– Очень хорошо, – сказал он, увидев Юрочку. – Подбреете мне шею.
Юра поздоровался.
– А Киры Георгиевны нет?
– Нет и не будет. Просила извиниться перед вами. У нее какое-то совещание.
– Совещание? – Юра удивился. Кира Георгиевна, насколько он знал, ни на какие совещания никогда не ходила.
– Так точно. Просила, чтоб вы ей вечерком позвонили. – Гость протянул бритву: – Прошу.
Пока Юрочка подбривал шею, они говорили о качестве бритв.
Потом гость вытерся одеколоном. Без усов он казался гораздо моложе.
– Вы завтракали? – спросил он, вытирая и складывая в коробочку безопасную бритву.
– Завтракал.
– Жаль.
– А что?
Гость наклонился и молча вынул из-под стола поллитровку.
– Может, за колбасой сбегать? – спросил Юрочка.
Гость засмеялся.
– Понятливый молодой человек! Не надо. Все есть. – Он развернул лежащий на столе сверток. Там оказались ветчина, сыр и банка с маринованными огурцами.
– Открой-ка ее, – он перешел вдруг на «ты», – а я тем временем о посуде позабочусь.
Посудой оказалась вазочка из-под цветов и бритвенный стаканчик.
– Тебя, значит, Юрой зовут? – сказал он, разливая водку. – И работаешь натурщиком?
Юрочка кивнул головой.
– Основная профессия?
– Нет, я электрик.
– Ну, это лучше. А меня зовут Вадим Петрович.
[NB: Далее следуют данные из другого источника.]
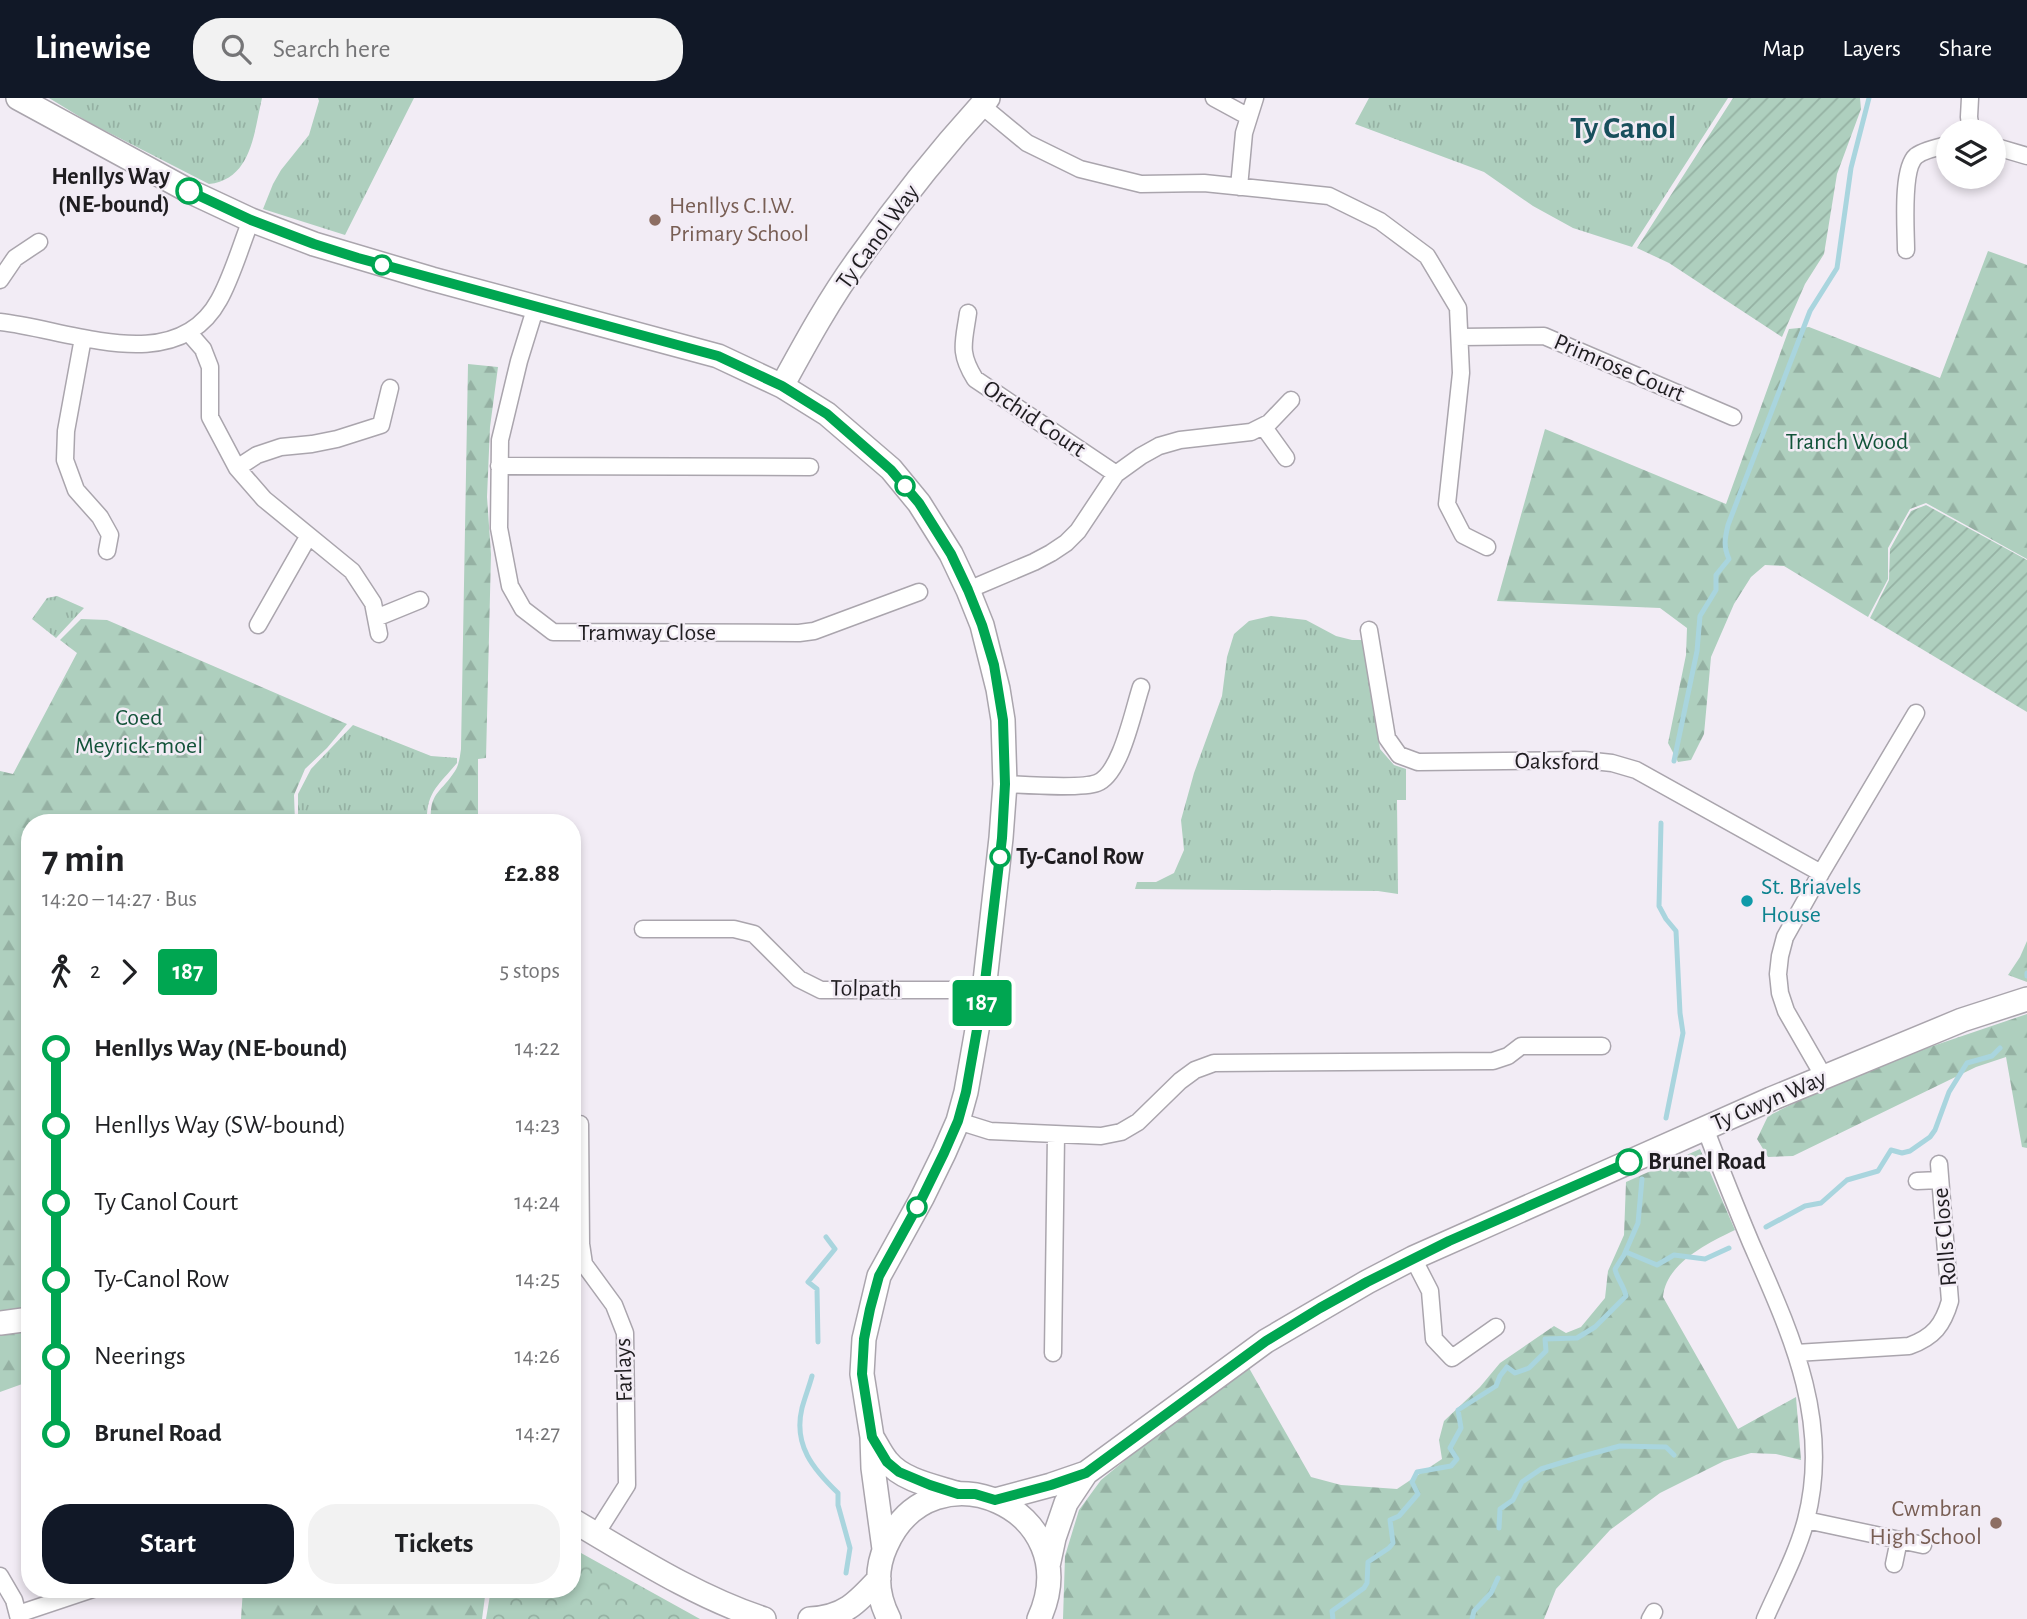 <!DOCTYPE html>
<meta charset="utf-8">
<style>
body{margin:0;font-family:"Alegreya Sans",sans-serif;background:#f2f2f2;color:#202124;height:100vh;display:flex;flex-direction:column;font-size:26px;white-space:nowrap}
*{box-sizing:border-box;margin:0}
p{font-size:23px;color:#757577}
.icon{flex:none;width:38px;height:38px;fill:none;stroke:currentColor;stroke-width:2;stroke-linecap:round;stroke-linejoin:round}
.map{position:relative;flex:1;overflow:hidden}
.drawer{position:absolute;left:21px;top:716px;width:560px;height:784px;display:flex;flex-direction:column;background:#fff;border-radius:28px;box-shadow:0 4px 10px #0003}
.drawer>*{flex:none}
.badge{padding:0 14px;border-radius:5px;font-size:24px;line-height:46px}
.tools{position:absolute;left:1936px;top:21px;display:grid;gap:14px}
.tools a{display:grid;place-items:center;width:70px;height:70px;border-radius:50%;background:#fff;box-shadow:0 4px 10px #0003;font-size:35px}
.map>.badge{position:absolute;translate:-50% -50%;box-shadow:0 0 0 4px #fff}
.legs{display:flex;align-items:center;gap:10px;height:77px;padding:0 21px;font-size:23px}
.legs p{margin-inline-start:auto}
.summary{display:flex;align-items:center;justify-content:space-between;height:119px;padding:0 21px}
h1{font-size:38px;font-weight:600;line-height:52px}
.action{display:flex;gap:14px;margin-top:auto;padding:14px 21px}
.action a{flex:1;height:80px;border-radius:28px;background:#111827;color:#fff;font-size:28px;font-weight:600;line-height:80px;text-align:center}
.action a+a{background:#f2f2f2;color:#202124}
ul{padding:0 21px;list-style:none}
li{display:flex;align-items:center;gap:24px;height:77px;font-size:26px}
li i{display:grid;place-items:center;width:10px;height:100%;margin:0 9px;background:currentColor}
li i::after{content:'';width:18px;height:18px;margin:-9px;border:5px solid;border-radius:50%;background:#fff}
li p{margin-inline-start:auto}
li:first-child i{background:linear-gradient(#0000 50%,currentColor 0)}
li:last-child i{background:linear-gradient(currentColor 50%,#0000 0)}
header{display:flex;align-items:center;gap:42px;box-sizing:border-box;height:98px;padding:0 35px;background:#111827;color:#fff}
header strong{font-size:33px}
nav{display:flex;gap:38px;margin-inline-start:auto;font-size:24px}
.search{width:490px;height:63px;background:#f2f2f2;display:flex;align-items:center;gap:18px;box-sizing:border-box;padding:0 24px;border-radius:28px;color:#757577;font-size:26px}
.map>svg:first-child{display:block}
.grass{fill:url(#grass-tufts)}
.forest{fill:url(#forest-firs)}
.park{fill:url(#park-crowns)}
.garden{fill:url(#garden-furrows)}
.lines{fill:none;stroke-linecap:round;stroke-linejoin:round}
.stream{stroke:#a9d5de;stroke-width:5}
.street-casing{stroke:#aaa5ad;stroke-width:19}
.secondary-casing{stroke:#aaa5ad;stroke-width:26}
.street{stroke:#fff;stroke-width:16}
.secondary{stroke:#fff;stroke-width:23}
.line-1-casing{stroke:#fff;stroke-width:16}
.line-1{stroke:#00a651;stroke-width:10}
.stop-1-dot{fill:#fff;stroke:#00a651;stroke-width:3.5}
.education-dot{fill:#8d6e63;stroke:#f2ecf5;stroke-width:2.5}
.culture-dot{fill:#0f9aa8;stroke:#f2ecf5;stroke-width:2.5}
.labels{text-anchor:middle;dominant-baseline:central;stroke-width:5;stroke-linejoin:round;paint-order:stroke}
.stop-label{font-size:24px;font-weight:bold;fill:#1f1d20;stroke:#f2ecf5;text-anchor:start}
.education-label{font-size:24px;fill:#785e54;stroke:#f2ecf5;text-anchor:start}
.street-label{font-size:24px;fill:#1f1d20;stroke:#f2ecf5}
.park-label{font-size:24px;fill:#125339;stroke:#f2ecf5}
.culture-label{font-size:24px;fill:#0d838f;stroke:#f2ecf5;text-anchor:start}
.district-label{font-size:32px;font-weight:bold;fill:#184f5c;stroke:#f2ecf5}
</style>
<header>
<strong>Linewise</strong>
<div class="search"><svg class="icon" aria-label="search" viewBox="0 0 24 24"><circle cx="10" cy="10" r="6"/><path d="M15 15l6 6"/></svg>Search here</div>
<nav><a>Map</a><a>Layers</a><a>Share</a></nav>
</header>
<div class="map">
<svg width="2027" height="1521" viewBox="0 0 2027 1521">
<defs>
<pattern id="grass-tufts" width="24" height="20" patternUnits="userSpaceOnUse" patternTransform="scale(1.75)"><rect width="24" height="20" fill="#aecfbe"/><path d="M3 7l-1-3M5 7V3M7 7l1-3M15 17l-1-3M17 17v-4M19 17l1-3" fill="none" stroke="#95b1a3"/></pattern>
<pattern id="forest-firs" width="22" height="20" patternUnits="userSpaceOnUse" patternTransform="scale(1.75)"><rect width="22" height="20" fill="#aecfbe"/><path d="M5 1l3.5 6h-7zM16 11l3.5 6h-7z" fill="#95b1a3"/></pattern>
<pattern id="park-crowns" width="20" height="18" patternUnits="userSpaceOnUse" patternTransform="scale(1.75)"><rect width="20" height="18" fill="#aecfbe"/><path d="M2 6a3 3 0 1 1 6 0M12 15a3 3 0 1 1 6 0" fill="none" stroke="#95b1a3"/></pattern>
<pattern id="garden-furrows" width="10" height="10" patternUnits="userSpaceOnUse" patternTransform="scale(1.75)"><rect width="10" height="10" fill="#aecfbe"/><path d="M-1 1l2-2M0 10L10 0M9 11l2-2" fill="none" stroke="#95b1a3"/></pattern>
</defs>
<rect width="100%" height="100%" fill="#f2ecf5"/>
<path class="grass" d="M49,0H262C254,34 252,81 209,86L90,25Z
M318,0H414L345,137L263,111L273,86L281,72L309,37L319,3Z
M1369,0H1728L1632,149L1573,130L1533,108L1484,74L1355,26Z
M57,498L84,510L56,540L32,521L47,500Z
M1271,518L1306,522L1336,538L1352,542H1364L1380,651L1394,667L1406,671V702H1397L1398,796L1378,793L1135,791L1137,784H1156L1174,775L1184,752L1181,722L1194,675L1222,598L1227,559L1234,536L1249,523Z
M353,627L431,658L457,660V665C439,687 426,694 427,724H298V696L311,671Z"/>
<path class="forest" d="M1988,153L2027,167V461L1926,405L1910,411L1888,450V481L1868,519L1784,468L1765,467L1751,479L1734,506L1711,559L1704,636L1691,662L1678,664L1668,645L1686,557L1687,530L1660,510L1497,503L1545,331L1726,406L1789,231L1809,229L1940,280Z
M468,266L498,269L490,329L487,399L491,456L486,660L478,661V724H431C429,694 441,695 455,673C459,667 460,658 461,651Z
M81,521L107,522L347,626L327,650L305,671L294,697L295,724H30V1287L25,1285L0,1294V673L13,676L77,555L60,542Z
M2027,843V884L2008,877L2020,859Z
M2027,916V1050L2022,1049L2006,959L1976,969L1793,1058L1768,1059L1757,1041L1768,1018L1862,972Z
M1700,1051L1735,1132C1708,1145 1666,1165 1663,1199L1738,1331L1796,1299L1801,1362L1776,1356L1751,1355L1724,1363L1660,1395L1610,1432L1556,1491L1544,1521H1063L1065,1458L1079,1412L1101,1382L1135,1354L1249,1270L1311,1379L1341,1387L1397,1391L1442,1361L1439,1342L1444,1323L1480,1289L1500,1265L1554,1228L1566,1235L1581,1229L1605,1200L1608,1173L1624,1137L1626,1084Z
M243,1491H486L482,1521H241Z"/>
<path class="park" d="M572,1450L700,1521H486L491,1491H572Z"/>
<path class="garden" d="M1733,0H1860L1861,11L1837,76L1824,156L1805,186L1782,239L1669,165L1637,150Z
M1926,407L2027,462V614L1870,520L1889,482L1890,451L1911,413Z"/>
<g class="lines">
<path class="stream" d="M1674,663L1697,553L1700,518L1716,492V477L1729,461C1723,448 1725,440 1728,427L1810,213L1837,170L1851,70L1869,0
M1661,725L1659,808L1666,821L1676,833L1680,915L1683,935L1666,1020
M2027,878V875
M1766,1129L1805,1108L1821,1105L1847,1082L1878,1073L1891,1052L1902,1055L1910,1053L1930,1039L1935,1032L1949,994L1967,965L1992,958L2000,950
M1626,1154L1657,1167L1674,1157L1705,1161L1729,1150
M818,1244L817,1191L808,1184L835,1151L826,1139
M812,1278C809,1289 805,1299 802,1310C793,1347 813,1371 838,1395V1407L850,1450L846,1475
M1499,1430L1500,1411L1513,1402L1522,1384L1541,1371L1583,1358L1620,1348L1666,1349L1674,1357
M1333,1521L1332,1513L1364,1490L1367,1485L1368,1464L1389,1450L1393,1445L1390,1422L1399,1418L1418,1396L1412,1384L1417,1374L1451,1368L1457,1361L1450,1350L1461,1330L1458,1312L1496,1288L1500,1278L1507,1269L1515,1275L1529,1270L1546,1253L1545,1241L1577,1240L1595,1229L1626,1198C1624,1188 1617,1181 1615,1171L1624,1157L1638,1125L1642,1081
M1472,1521L1474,1513L1491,1495L1498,1480"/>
<defs>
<path id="street" d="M1214,0L1249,19L1244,35L1239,89
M1970,0L1969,19L1971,33
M981,7L1027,45L1080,71L1141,86L1204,85L1329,98L1380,123L1427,158L1458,210L1461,275L1447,406L1463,437L1487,449
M1249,19L1255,0
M1993,48L2027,58
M1906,152C1906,132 1901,71 1916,58C1924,52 1938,49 1948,47
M0,182L15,160L39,144
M536,208L519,263L500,342L499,430L510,488L523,511L553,534L799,535L814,533L919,494
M968,215C964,244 958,254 975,281L1116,376
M0,224C68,231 176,281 219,202C232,179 241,147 251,122
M189,235L203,251L210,269V319L237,370L264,401L352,473L373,505L379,536
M1460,239L1544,238L1733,319
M83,240L66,333L65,362L76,392L100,419L110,437L107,453
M1263,328L1286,360
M499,368L810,369
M237,370L257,357L281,349L312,346L337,341L381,327L390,290
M968,492L1034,464L1051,455L1066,445L1078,433L1116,376L1141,358L1159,348L1180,342L1251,334L1269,325L1291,302
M376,520L420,502
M258,527L308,439
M1369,532L1387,640L1399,657L1418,664L1584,662L1612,665L1636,672L1821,775
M1005,686C1024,687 1082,691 1097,685C1121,676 1133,613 1141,589
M643,831H734L754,836L799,881L821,892H984
M1824,979L1786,913L1780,895L1778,876L1780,858L1785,839L1821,775L1916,615
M958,1023L990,1033L1101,1038L1121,1034L1138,1024L1180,983L1195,972L1214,965L1493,963L1508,958L1521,948H1602
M580,1026L581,1146L584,1166L614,1207L625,1235L627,1387L596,1436
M1705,1030C1720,1069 1735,1107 1751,1145C1790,1234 1832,1322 1806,1422C1797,1456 1779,1489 1765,1521
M1917,1083L1940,1082
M1413,1160L1430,1193L1434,1241L1452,1260L1496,1229
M1053,1255L1056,1037
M1796,1255L1909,1248C1934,1239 1943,1227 1950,1203L1939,1066
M1806,1422L1923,1447
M1894,1466L1899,1442
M0,1478L14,1502L19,1521
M18,1516L93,1491
M1650,1521L1654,1514"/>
<path id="secondary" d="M18,0L189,93L251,122L314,146L432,181L718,258L782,288L827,316L891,371L919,405L951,456L968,492L982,527L998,591L1003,622L1005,686L1001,740L984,892L966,994L958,1023L944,1055L922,1100L879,1178L864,1241L862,1276L872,1339L873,1370L884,1451
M782,288C806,244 830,200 860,159C899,104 942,50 988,0
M0,1225L30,1221
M872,1339C877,1347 881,1356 887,1363C902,1382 933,1388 956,1395
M995,1402L1051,1387L1086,1375L1266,1243L1367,1184L1413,1160L1771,1001L1962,922L2027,901
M572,1422C635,1459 695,1498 764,1521
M1048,1468L1054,1440L1066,1405L1086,1375
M810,1521C844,1519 857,1505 879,1481
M889,1521C877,1498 875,1472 886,1448C932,1343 1089,1411 1039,1521"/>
</defs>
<use href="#street" class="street-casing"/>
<use href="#secondary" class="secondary-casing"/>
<use href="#street" class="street"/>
<use href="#secondary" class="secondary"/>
</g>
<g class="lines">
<defs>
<path id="line-1" d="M189,93L251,122L314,146L358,160L718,258L782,288L827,316L891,372L919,405L951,456L968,492L982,527L994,567L1003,622L1005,686L1002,740L984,892L966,994L958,1023L944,1055L922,1100L879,1178L870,1211L864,1241L862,1276L872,1339L887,1364L899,1374L930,1387L958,1396H975L995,1402L1051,1387L1086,1375L1266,1243L1320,1210L1367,1184L1449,1143L1629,1064"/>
</defs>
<use href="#line-1" class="line-1-casing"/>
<use href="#line-1" class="line-1"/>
</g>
<g class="stop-1-dot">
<circle cx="189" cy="93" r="12"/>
<circle cx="382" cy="167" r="9"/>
<circle cx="905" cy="388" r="9"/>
<circle cx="1000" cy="759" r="9"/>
<circle cx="1629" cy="1064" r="12"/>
<circle cx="917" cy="1109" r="9"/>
</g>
<g class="education-dot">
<circle cx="655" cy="122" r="7"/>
<circle cx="1996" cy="1425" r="7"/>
</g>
<circle class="culture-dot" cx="1747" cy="803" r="7"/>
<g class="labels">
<g class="stop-label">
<text x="170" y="79" text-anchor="end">Henllys Way<tspan x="170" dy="28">(NE-bound)</tspan></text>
<text x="1016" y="759">Ty-Canol Row</text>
<text x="1648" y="1064">Brunel Road</text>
</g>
<g class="education-label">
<text x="669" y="108">Henllys C.I.W.<tspan x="669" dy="28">Primary School</tspan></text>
<text x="1982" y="1411" text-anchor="end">Cwmbran<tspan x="1982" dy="28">High School</tspan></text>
</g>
<g class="street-label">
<text transform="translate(878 139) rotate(-54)">Ty Canol Way</text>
<text transform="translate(1619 270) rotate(23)">Primrose Court</text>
<text transform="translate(1034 321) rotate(34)">Orchid Court</text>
<text x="647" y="535">Tramway Close</text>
<text transform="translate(1557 664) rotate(1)">Oaksford</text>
<text transform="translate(866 891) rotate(1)">Tolpath</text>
<text transform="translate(1769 1003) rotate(-23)">Ty Gwyn Way</text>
<text transform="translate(1945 1139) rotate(-95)">Rolls Close</text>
<text transform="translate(624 1272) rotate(-92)">Farlays</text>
</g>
<g class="park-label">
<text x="1847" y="344">Tranch Wood</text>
<text x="139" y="620">Coed<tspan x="139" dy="28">Meyrick-moel</tspan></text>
</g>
<g class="culture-label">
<text x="1761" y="789">St. Briavels<tspan x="1761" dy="28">House</tspan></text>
</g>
<g class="district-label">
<text x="1623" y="30">Ty Canol</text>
</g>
</g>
</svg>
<div class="tools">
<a><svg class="icon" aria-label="layers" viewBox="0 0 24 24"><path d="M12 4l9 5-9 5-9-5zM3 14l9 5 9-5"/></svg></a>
</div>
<b class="badge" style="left:982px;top:905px;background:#00a651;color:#fff">187</b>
<section class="drawer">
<div class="summary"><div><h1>7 min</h1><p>14:20 – 14:27 · Bus</p></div><b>£2.88</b></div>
<div class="legs"><svg class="icon" aria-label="walk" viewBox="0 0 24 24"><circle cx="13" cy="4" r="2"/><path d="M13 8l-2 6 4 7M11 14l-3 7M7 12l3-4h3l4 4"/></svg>2<svg class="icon" aria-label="forward" viewBox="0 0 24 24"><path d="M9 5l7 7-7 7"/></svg><b class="badge" style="background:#00a651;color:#fff">187</b><p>5 stops</p></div>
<ul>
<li><i style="color:#00a651"></i><b>Henllys Way (NE-bound)</b><p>14:22</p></li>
<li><i style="color:#00a651"></i><span>Henllys Way (SW-bound)</span><p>14:23</p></li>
<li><i style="color:#00a651"></i><span>Ty Canol Court</span><p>14:24</p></li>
<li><i style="color:#00a651"></i><span>Ty-Canol Row</span><p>14:25</p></li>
<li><i style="color:#00a651"></i><span>Neerings</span><p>14:26</p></li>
<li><i style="color:#00a651"></i><b>Brunel Road</b><p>14:27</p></li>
</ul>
<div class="action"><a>Start</a><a>Tickets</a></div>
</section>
</div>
Напоминаю, так как уверен, что ты уже забыл. Ну, пошли!
Они закусили ветчиной.
– Такие-то дела… А это, значит, под тряпками – ты? – Вадим Петрович кивнул в сторону скульптуры, обмотанной, как всегда, мокрыми тряпками.
– Я.
– Судя по всему, занимаешься боксом?
– Занимался.
– Почему в прошедшем времени?
– Да так как-то все… Не успеваешь. В армии было время, даже на соревнованиях выступал, а сейчас…
– Семья? – Вадим Петрович искоса посмотрел на Юрочку.
– Мать, сестра…
– Маленькая?
– Да как сказать, четырнадцать лет.
– Отца нет?
– Нет.
– Погиб на фронте?
– Нет, после войны уже. Попал в катастрофу. Шофером был.
– А мать работает?
– Нет. На пенсии. Больная совсем. Сердце, печень, плохо видит…
– Старенькая?
– Не очень. Пятьдесят пять. Скорее даже молодая.
– А братьев не было?
– Был старший. Погиб под Кенигсбергом.
Вадим Петрович налил опять.
– Ты прости, вроде анкету заполняю. Но для меня это как-то… Ну ладно, будь здоров.
Он выпил, поморщился, повертел бутылку за горлышко.
– Самый бы раз за второй сбегать. Но не будем. Не будем… Он пощупал пальцами верхнюю губу и улыбнулся, в первый раз за все время. – Странно как-то. Восемь лет усы носил. А до этого четыре года еще и бороду. Итого двенадцать…
– А может, все-таки сбегать? – спросил Юрочка. – Тут рукой подать, за углом.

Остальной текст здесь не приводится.